The 10:26 to...”
...Lyon. I think I may have seen the papal palace on the way out of Avignon today. I couldn't help it, since stone walls and crenelated rooks and towers came into sight suddenly, and they filled the train window. At least now, though, I will be able to honestly answer "Yes," when the inevitable question, "Well, did you even bother to try and see anything while you were there, for crying out loud?" is asked.
I'm back on the Pass after a two-day layoff. I'll be riding the TER trains for the next two days instead of the sleek TGV's. That means no reservations are required, and I just hop on and off the TER trains at will and whim. Today, for instance, I literally sauntered into the train station at 10:20, and then sauntered onto the Lyon train at 10:26. In Lyon I will saunter off, saunter around, find a cafe and then saunter back on the 16:20 to Avignon. I am becoming one with the French railroad.

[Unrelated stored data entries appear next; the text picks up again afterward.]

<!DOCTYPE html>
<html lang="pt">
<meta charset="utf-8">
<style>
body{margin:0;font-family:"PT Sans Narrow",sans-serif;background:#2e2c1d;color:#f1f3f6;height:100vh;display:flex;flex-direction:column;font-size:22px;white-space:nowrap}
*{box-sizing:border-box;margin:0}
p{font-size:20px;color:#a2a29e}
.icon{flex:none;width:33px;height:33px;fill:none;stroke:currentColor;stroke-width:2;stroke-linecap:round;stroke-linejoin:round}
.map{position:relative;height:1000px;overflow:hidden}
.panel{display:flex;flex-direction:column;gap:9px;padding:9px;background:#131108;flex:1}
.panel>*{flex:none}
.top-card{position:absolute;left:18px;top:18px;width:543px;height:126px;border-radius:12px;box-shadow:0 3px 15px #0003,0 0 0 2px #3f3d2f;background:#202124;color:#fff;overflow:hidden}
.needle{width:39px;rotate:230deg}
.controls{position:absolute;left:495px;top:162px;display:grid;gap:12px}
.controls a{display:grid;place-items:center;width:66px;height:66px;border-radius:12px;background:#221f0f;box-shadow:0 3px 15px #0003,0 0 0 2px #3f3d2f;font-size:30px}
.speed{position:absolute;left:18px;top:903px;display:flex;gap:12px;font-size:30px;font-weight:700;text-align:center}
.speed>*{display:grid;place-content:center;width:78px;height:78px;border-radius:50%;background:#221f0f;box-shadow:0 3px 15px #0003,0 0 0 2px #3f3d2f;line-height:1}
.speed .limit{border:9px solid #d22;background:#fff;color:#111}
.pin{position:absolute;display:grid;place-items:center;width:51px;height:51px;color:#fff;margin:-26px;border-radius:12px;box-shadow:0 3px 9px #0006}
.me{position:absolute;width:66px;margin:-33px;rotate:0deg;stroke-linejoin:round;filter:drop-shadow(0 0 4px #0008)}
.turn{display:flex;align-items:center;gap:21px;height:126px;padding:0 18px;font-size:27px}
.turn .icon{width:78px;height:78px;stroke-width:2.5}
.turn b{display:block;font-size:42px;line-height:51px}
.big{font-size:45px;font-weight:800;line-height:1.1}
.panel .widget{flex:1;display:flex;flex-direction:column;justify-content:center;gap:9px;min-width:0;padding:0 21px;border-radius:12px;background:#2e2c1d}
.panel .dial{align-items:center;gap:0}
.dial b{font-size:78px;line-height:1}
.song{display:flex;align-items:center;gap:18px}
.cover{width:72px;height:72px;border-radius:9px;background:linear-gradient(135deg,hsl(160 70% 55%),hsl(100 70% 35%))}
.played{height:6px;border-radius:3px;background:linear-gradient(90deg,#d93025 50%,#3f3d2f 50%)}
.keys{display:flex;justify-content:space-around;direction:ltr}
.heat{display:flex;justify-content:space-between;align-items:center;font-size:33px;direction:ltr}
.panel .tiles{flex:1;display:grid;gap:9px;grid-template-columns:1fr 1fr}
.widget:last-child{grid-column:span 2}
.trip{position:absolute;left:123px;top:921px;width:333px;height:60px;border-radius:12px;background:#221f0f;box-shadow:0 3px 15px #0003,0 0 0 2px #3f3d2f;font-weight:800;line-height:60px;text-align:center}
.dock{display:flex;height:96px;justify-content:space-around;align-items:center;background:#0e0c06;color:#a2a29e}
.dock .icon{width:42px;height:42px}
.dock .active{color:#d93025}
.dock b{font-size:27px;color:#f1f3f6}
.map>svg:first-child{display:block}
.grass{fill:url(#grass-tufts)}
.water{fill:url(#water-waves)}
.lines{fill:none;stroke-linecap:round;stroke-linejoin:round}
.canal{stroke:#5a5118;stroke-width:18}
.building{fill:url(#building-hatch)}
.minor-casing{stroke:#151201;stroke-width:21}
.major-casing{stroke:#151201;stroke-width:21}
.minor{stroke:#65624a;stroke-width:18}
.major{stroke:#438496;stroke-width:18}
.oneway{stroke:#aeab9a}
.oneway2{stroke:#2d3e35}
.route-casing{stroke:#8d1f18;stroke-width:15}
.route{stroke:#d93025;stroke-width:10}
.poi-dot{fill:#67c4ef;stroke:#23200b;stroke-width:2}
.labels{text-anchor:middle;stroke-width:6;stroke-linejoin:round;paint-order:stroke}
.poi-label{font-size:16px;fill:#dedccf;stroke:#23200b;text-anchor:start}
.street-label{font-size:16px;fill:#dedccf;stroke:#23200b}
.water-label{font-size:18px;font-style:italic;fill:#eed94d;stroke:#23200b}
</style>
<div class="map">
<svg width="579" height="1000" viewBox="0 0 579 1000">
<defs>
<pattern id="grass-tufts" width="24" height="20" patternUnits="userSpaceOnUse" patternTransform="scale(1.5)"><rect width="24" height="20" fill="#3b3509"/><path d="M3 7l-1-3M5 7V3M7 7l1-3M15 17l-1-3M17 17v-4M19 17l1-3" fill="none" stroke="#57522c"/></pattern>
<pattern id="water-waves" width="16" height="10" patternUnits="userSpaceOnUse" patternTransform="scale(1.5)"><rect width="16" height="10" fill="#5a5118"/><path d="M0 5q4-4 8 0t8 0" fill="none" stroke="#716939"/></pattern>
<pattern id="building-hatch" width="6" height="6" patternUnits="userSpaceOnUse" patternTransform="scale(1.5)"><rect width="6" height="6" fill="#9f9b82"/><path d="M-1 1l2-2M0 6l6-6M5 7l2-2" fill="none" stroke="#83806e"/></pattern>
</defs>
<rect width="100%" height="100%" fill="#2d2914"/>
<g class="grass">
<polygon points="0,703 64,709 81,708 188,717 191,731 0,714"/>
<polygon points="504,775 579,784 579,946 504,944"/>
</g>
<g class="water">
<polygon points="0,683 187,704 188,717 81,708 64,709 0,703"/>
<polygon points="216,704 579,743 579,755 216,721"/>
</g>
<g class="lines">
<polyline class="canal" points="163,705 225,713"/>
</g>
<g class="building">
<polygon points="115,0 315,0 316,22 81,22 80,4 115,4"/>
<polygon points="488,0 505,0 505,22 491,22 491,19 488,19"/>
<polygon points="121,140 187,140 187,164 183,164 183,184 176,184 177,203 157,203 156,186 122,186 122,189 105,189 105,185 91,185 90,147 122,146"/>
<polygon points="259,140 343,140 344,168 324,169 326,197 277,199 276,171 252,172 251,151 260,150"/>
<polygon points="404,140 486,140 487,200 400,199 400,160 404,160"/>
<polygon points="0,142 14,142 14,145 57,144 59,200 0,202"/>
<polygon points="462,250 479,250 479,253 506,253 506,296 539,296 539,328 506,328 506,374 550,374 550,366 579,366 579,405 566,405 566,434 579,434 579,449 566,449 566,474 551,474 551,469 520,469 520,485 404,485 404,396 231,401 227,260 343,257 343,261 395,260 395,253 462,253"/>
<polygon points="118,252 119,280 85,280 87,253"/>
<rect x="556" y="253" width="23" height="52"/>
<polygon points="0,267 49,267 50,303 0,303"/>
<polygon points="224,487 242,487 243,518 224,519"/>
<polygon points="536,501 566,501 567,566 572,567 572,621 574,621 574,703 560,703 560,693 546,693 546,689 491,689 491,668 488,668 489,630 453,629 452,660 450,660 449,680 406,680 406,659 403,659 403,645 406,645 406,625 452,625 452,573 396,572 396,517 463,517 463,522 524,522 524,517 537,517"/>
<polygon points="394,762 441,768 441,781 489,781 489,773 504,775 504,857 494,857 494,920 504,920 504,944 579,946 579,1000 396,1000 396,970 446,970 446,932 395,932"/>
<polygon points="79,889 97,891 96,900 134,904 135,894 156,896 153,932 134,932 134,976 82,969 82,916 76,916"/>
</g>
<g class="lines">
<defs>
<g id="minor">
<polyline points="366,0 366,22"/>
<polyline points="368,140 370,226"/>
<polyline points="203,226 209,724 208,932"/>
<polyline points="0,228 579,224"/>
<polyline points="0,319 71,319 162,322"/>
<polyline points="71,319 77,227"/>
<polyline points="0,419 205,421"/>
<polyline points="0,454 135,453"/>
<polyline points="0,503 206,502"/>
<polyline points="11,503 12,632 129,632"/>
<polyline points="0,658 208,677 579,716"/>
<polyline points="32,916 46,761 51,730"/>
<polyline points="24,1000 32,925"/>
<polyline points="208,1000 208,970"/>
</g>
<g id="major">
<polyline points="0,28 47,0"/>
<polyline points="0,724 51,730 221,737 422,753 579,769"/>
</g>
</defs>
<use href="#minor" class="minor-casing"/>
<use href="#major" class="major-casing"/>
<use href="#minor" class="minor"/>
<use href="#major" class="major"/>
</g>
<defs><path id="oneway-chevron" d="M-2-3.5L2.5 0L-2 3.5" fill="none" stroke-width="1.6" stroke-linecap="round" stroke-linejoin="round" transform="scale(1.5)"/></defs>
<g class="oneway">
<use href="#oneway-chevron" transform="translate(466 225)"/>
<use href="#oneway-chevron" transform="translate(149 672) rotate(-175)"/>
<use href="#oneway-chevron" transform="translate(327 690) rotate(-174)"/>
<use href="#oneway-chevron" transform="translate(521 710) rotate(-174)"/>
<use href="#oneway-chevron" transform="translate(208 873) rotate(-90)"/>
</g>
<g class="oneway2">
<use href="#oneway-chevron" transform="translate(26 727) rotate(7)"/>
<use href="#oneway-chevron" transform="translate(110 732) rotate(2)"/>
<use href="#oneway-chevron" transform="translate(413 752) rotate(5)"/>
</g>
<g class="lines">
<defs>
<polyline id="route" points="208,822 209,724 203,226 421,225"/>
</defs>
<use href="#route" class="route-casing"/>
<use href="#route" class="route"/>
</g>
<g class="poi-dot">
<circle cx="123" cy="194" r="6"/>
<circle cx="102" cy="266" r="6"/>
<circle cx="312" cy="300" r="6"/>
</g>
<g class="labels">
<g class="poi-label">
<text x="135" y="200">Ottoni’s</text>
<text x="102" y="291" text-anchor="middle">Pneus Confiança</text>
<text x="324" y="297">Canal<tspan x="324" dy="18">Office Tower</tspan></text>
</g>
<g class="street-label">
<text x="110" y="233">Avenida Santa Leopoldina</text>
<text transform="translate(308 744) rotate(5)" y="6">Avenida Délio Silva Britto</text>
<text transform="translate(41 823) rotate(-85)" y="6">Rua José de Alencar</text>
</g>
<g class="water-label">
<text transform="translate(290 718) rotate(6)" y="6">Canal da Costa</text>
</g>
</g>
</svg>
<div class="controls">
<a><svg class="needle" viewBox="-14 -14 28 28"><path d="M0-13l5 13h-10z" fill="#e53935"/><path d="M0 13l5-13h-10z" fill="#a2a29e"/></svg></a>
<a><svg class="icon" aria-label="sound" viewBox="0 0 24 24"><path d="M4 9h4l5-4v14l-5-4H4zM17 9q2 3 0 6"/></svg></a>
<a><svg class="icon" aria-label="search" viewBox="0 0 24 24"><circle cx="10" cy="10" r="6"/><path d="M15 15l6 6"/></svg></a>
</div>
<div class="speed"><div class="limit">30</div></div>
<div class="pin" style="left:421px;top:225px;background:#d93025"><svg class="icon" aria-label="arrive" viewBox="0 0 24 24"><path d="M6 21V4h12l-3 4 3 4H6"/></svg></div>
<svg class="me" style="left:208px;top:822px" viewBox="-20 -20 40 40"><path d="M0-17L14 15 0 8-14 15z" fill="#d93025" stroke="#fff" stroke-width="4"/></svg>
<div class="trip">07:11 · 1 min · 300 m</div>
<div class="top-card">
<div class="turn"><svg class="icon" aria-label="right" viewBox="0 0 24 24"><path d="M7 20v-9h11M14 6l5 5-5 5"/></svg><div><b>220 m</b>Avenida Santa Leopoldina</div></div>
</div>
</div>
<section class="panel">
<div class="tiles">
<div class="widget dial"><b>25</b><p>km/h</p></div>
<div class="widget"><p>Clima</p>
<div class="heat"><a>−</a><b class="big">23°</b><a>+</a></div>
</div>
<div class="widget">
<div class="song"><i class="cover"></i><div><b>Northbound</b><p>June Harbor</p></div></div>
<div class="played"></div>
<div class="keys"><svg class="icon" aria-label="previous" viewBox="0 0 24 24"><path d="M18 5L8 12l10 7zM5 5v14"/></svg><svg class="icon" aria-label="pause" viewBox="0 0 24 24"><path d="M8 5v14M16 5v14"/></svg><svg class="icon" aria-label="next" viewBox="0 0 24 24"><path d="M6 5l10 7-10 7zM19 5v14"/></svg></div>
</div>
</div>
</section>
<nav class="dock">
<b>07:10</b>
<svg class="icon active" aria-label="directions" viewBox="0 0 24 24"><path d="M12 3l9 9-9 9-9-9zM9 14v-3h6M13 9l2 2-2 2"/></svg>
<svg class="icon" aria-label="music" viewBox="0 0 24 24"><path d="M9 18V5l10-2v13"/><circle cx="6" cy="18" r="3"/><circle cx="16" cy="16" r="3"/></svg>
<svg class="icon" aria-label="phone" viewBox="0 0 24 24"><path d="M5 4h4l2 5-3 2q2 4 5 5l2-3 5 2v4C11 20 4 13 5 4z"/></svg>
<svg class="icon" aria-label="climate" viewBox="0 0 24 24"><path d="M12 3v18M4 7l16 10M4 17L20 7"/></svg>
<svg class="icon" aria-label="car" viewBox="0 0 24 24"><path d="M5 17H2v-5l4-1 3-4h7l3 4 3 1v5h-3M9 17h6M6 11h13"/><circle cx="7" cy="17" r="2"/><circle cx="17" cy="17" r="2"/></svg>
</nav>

Signage on the road running alongside the rail line halfway into the trip indicates we are sidling with the Rhone River. Settled lazily between distant blue hills, the Rhone winds across a broad, flat plane. A handful of barges ply its languid waters. The images fill the entire window; it is the most panoramic view I've seen so far. In one of Peter Mayle’s novels, The Corsican Caper, he describes in effusive terms the magnificent beauty of the “vine-ladened hills” near Lyon. I’d missed those entirely.
I've also had my Eurail Pass checked for the first time on the hop on and hop off TER trains. Felt good to know everything that I understood about how the Pass would work was accurate, and it was reassuring to know I was legit.

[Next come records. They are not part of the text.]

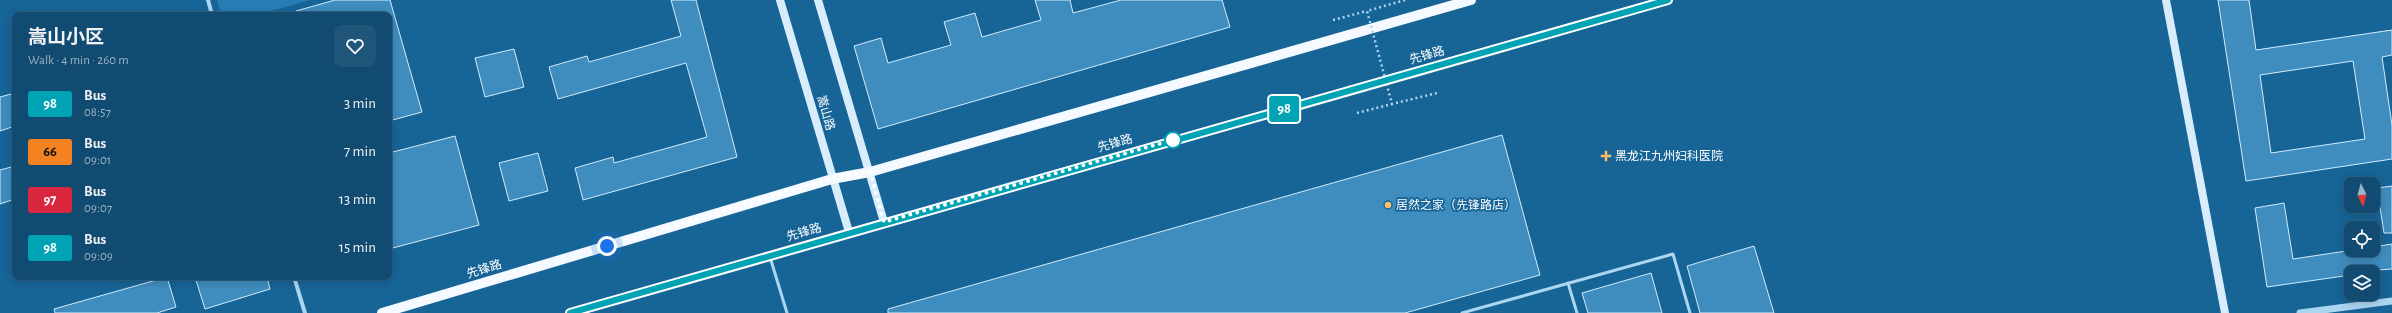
<!DOCTYPE html>
<html lang="en">
<head>
<meta charset="utf-8">
<style>
	body { margin:0; font-family:"Alegreya Sans","Noto Sans SC",sans-serif; background:#1e5579; color:#f1f3f6; height:100vh; display:flex; flex-direction:column; font-size:15px; white-space:nowrap }
	* { box-sizing:border-box; margin:0 }
	p { font-size:13px; color:#9cb3c3 }
	.icon { flex:none; width:22px; height:22px; fill:none; stroke:currentColor; stroke-width:2; stroke-linecap:round; stroke-linejoin:round }
	.map { position:relative; flex:1; overflow:hidden }
	.side { position:absolute; left:12px; top:12px; width:380px; height:268px; display:flex; flex-direction:column; background:#114b71; border-radius:8px; box-shadow:0 2px 10px #0003,0 0 0 1px #306384 }
	.side>* { flex:none }
	.badge { padding:0 8px; border-radius:3px; font-size:14px; line-height:26px }
	.needle { width:26px; rotate:174deg }
	.fabs { position:absolute; left:2344px; top:177px; display:grid; gap:8px }
	.fabs a { display:grid; place-items:center; width:36px; height:36px; border-radius:8px; background:#114b71; box-shadow:0 2px 10px #0003,0 0 0 1px #306384; font-size:20px }
	.you { position:absolute; width:20px; height:20px; margin:-10px; border:3px solid #fff; border-radius:50%; background:#1a73e8; box-shadow:0 0 0 6px #1a73e833 }
	.map>.badge { position:absolute; translate:-50% -50%; box-shadow:0 0 0 2px #fff }
	.round { display:grid; place-items:center; flex:none; width:42px; height:42px; border-radius:8px; background:#1e5579 }
	.head { display:flex; align-items:center; justify-content:space-between; height:68px; padding:0 16px }
	h1 { font-size:19px; font-weight:700; line-height:30px }
	ul { padding:0; list-style:none }
	li { display:flex; align-items:center; gap:12px; height:48px; padding:0 16px }
	li div { flex:1 }
	li b { display:block; font-size:15px }
	li em { font-style:normal }
	li .badge { min-width:44px; font-weight:700; text-align:center }
	.map>svg:first-child { display:block }
	.green { fill:#267db4 }
	.building { fill:#3f8dbf; stroke:#d1ecfc; fill-rule:evenodd }
	.lines { fill:none; stroke-linecap:round; stroke-linejoin:round }
	.path { stroke:#aad6f1; stroke-width:2.5; stroke-dasharray:2 3; stroke-linecap:butt }
	.service { stroke:#aad6f1; stroke-width:3 }
	.minor { stroke:#aad6f1; stroke-width:4 }
	.tertiary { stroke:#aad6f1; stroke-width:7 }
	.secondary { stroke:#d8edfc; stroke-width:8 }
	.primary { stroke:#f4faff; stroke-width:10 }
	.path-bridge { stroke:#aad6f1; stroke-width:2.5; stroke-dasharray:2 3; stroke-linecap:butt }
	.line-casing { stroke:#fff; stroke-width:9 }
	.line { stroke:#00a3b4; stroke-width:6 }
	.walk { stroke:#fff; stroke-width:4; stroke-dasharray:0 7.2 }
	.stop-dot { fill:#fff; stroke:#00a3b4; stroke-width:2 }
	.poi-dot { fill:#ffbc6a; stroke:#176497; stroke-width:1.5 }
	.labels { text-anchor:middle; stroke-width:3.5; stroke-linejoin:round; paint-order:stroke }
	.street-label { font-size:12px; fill:#fff; stroke:#176497 }
	.poi-label { font-size:12px; fill:#fff; stroke:#176497; text-anchor:start }
</style>
</head>
<body>
<div class="map">
<svg width="2392" height="313" viewBox="0 0 2392 313">
	<rect width="100%" height="100%" fill="#176497"/>
	<polygon class="green" points="217,0 310,0 257,15 221,15"/>
	<g class="building">
		<polygon points="335,0 390,0 422,112 389,121 389,15 296,15 296,11"/>
		<polygon points="671,0 696,0 737,157 583,200 575,168 613,157 614,163 707,137 686,63 558,99 549,67 587,56 589,62 681,36"/>
		<polygon points="1035,0 1070,0 1073,13 1121,0 1222,0 1230,27 878,129 854,46 881,38 888,63 951,45 944,22 975,13 982,37 1041,20"/>
		<path d="M2218,0H2249L2256,50L2392,30V55L2382,57L2392,125V159L2246,181ZM2353,61L2365,139L2271,153L2260,75Z"/>
		<polygon points="514,49 524,87 485,97 475,58"/>
		<polygon points="15,93 15,126 0,131 0,97"/>
		<polygon points="1502,135 1540,275 1405,313 888,313 888,309"/>
		<polygon points="455,136 479,225 389,249 389,153"/>
		<polygon points="538,153 548,191 509,201 499,163"/>
		<polygon points="15,166 15,199 0,204 0,170"/>
		<polygon points="2392,186 2392,233 2384,233 2377,188"/>
		<polygon points="2284,203 2293,259 2353,250 2373,250 2373,247 2392,244 2392,269 2351,272 2351,275 2267,287 2255,208"/>
		<polygon points="1754,246 1774,313 1700,313 1687,266"/>
		<polygon points="1651,273 1662,313 1588,313 1582,293"/>
		<polygon points="167,277 176,307 157,313 55,313 54,309"/>
		<polygon points="195,277 267,277 270,289 205,309"/>
	</g>
	<g class="lines">
		<g class="path">
			<polyline points="1333,20 1367,11"/>
			<polyline points="1357,113 1392,104"/>
		</g>
		<g class="service">
			<polyline points="770,257 787,313"/>
			<polyline points="1568,283 1577,313"/>
			<polyline points="1462,313 1673,254 1690,313"/>
		</g>
		<g class="minor">
			<polyline points="208,0 212,15"/>
			<polyline points="294,277 305,313"/>
		</g>
		<polyline class="tertiary" points="2300,313 2392,301"/>
		<g class="secondary">
			<polyline points="780,0 849,232"/>
			<polyline points="818,0 884,222"/>
			<polyline points="2166,0 2225,313"/>
		</g>
		<g class="primary">
			<polyline points="382,313 832,179 870,172 1471,0"/>
			<polyline points="570,313 1668,0"/>
		</g>
		<polyline class="path-bridge" points="1405,0 1367,11 1392,104 1437,93"/>
	</g>
	<g class="lines">
		<defs>
			<polyline id="line" points="570,313 1668,0"/>
		</defs>
		<use href="#line" class="line-casing"/>
		<use href="#line" class="line"/>
		<polyline class="walk" points="607,246 832,178 870,172 884,222 1176,139 1173,140"/>
	</g>
	<circle class="stop-dot" cx="1173" cy="140" r="8"/>
	<g class="poi-dot">
		<path d="M1604 150h4v4h4v4h-4v4h-4v-4h-4v-4h4z"/>
		<circle cx="1388" cy="205" r="4"/>
	</g>
	<g class="labels">
		<g class="street-label">
			<text transform="translate(1427 55) rotate(-16)" y="4">先锋路</text>
			<text transform="translate(826 113) rotate(74)" y="4">嵩山路</text>
			<text transform="translate(1115 143) rotate(-16)" y="4">先锋路</text>
			<text transform="translate(804 232) rotate(-16)" y="4">先锋路</text>
			<text transform="translate(484 269) rotate(-17)" y="4">先锋路</text>
		</g>
		<g class="poi-label">
			<text x="1615" y="160">黑龙江九州妇科医院</text>
			<text x="1396" y="209">居然之家（先锋路店）</text>
		</g>
	</g>
</svg>
<div class="fabs">
<a><svg class="needle" viewBox="-14 -14 28 28"><path d="M0-13l5 13h-10z" fill="#e53935"/><path d="M0 13l5-13h-10z" fill="#9cb3c3"/></svg></a>
<a><svg class="icon" aria-label="locate" viewBox="0 0 24 24"><circle cx="12" cy="12" r="6"/><path d="M12 2v4M12 18v4M2 12h4M18 12h4"/></svg></a>
<a><svg class="icon" aria-label="layers" viewBox="0 0 24 24"><path d="M12 4l9 5-9 5-9-5zM3 14l9 5 9-5"/></svg></a>
</div>
<div class="you" style="left:607px;top:246px"></div>
<b class="badge" style="left:1284px;top:109px;background:#00a3b4;color:#fff">98</b>
<section class="side">
<div class="head"><div><h1>嵩山小区</h1><p>Walk · 4 min · 260 m</p></div><a class="round"><svg class="icon" aria-label="heart" viewBox="0 0 24 24"><path d="M12 20l-8-8c-3-5 5-10 8-4 3-6 11-1 8 4z"/></svg></a></div>
<ul>
<li><span class="badge" style="background:#00a3b4;color:#fff">98</span><div><b>Bus</b><p>08:57</p></div><em>3 min</em></li>
<li><span class="badge" style="background:#f58220;color:#111">66</span><div><b>Bus</b><p>09:01</p></div><em>7 min</em></li>
<li><span class="badge" style="background:#d7263d;color:#fff">97</span><div><b>Bus</b><p>09:07</p></div><em>13 min</em></li>
<li><span class="badge" style="background:#00a3b4;color:#fff">98</span><div><b>Bus</b><p>09:09</p></div><em>15 min</em></li>
</ul>
</section>
</div>
</body>
</html>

I got to use my menu translator app for the first time, too. The cafe at the square in front of the Lyon station offered something called a croque monsieur. It also offered a club sandwich with chips, which I thought I could figure out for myself without translation. But the croque monsieur was a mystery. After a couple of clicks on my app, though, I entered the cafe and confidently ordered the croque monsieur - a grilled ham and cheese sandwich. (I also learned that a croque madame is the same sandwich, but with an egg on top. Have app will eat!)
A cute four or five year-old sat in the seat ahead of me for the trip home. I waited patiently, and soon she had breached the open space between the seat and the window and smiled shyly back at me. I went into my usual children's meet and greet schtick, beginning with "Je suis Americaine, et tu?" She answered, but between the noise of the train and the fact that she was a bit of a low-talker meant I would not be able to trot out any more of my pre-school level French with her. (I may also have agreed to wear a puffy shirt for the flight home, I'm not completely sure. I just hope it doesn't conflict with Delta's dress code for standby passengers.)